Livro destaca escritoras que adotaram posições críticas ao feminismo

Autoras também ajudaram a fomentar cultura das revistas literárias americanas

JULIANA DE ALBUQUERQUE

[RESUMO] Livro lançado nos EUA e na Inglaterra destaca autoras que tiveram a coragem de adotar posições dissidentes diante de eventos históricos, movimentos sociais e ideologias. Entre as características que unem muitas delas está a crítica ao feminismo

 

Questionada sobre o caráter problemático e, muitas vezes, antifeminista de suas heroínas, Simone de Beauvoir respondeu que a sua tarefa enquanto escritora era criar personagens que apresentassem ao leitor um leque de reações possíveis aos dilemas de cada mulher e às situações de opressão experimentadas por elas no cotidiano.

A autora considerava a verossimilhança de suas protagonistas uma característica essencial para promover a literatura enquanto exercício capaz de descrever não só a ambiguidade que permeia a experiência humana mas também como ela interfere na formação do sujeito.

Em "Os Mandarins", romance baseado na vida intelectual francesa do pós-Segunda Guerra, Beauvoir desenvolve esse raciocínio ao discorrer sobre a dificuldade de mulheres de diferentes idades, profissões e classes para usufruir certo grau de autonomia ao mesmo tempo em que se esforçam para atender uma série de exigências sociais em relação a seus corpos e modos de vida.
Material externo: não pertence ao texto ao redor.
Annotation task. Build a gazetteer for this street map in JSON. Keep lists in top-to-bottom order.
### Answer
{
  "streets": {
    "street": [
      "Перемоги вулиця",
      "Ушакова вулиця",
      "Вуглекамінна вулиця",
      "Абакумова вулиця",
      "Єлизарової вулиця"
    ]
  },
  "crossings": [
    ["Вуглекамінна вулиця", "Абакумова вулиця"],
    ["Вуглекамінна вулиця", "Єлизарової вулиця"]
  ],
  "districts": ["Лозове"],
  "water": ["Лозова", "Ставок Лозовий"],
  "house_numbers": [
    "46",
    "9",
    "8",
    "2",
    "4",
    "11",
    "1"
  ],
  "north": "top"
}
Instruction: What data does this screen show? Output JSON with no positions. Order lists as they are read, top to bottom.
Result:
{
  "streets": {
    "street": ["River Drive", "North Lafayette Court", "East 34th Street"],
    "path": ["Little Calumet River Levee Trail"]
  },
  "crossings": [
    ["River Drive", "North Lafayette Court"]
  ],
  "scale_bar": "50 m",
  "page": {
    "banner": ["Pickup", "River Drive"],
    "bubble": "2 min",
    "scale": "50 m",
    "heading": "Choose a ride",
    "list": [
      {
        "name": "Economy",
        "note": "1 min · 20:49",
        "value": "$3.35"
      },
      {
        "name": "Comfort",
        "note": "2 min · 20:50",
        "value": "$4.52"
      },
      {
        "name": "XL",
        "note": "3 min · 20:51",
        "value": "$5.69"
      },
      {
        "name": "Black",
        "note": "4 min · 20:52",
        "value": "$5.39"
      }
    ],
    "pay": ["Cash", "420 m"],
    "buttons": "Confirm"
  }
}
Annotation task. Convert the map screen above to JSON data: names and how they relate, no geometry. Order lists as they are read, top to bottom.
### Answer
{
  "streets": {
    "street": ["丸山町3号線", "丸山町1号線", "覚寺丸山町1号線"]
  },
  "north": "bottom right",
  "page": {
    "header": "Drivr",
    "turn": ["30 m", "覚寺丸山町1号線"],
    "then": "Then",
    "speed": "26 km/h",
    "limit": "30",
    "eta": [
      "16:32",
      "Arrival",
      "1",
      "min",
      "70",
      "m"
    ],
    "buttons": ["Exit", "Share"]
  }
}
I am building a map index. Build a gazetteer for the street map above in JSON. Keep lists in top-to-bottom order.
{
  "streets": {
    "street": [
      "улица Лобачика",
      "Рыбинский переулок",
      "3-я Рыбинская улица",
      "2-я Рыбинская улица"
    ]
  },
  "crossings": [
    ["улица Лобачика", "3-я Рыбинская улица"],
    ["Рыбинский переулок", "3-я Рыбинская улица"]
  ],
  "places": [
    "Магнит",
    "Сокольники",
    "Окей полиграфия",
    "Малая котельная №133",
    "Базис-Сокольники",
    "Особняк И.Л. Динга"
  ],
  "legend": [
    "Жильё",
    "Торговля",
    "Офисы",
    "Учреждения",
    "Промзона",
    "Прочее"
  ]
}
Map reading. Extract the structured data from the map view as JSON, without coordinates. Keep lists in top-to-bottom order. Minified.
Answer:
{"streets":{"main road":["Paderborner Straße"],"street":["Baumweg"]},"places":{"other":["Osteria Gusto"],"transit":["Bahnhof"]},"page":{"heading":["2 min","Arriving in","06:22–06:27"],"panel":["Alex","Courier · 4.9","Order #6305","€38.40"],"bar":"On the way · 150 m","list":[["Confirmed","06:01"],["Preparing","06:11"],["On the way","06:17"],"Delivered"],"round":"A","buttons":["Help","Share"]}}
São os casos da personagem Paula Maureil, aterrorizada pelo envelhecimento e pelo crescente desinteresse do amante, e da intelectual Anne Dubreuilh, espelhada na autora.

Assim, nos romances de Beauvoir, as personagens femininas não poderiam ser perfeitas porque o mundo estaria longe de sê-lo. Transformar a mulher em um modelo de perfeição seria negar-lhe a possibilidade de assumir riscos e cometer erros, condenando-a a uma posição de virtuosismo moral permanente. Seria o mesmo que mantê-la na situação de menoridade e insignificância cultural alimentada pelo machismo.

Parece ser nesse sentido que Michelle Dean escreve sobre uma série de autoras do século 20 responsáveis por inovações na escrita jornalística e que transformaram em arte: a crítica, o ensaio documental e o comentário político.

Lançado em abril nos Estados Unidos e na Inglaterra, "Sharp: The Women Who Made an Art in Having an Opinion" (afiadas: as mulheres que fizeram do opinar uma arte) introduz o leitor no universo de escritoras como Dorothy Parker, Rebecca West, Mary McCarthy, Hannah Arendt, Susan Sontag e Joan Didion, buscando analisar o que as teria estimulado a adotar posicionamentos dissidentes diante de eventos históricos, movimentos sociais e ideologias políticas —posicionamentos que, com frequência, deram origens a escândalos dentro e fora de suas comunidades.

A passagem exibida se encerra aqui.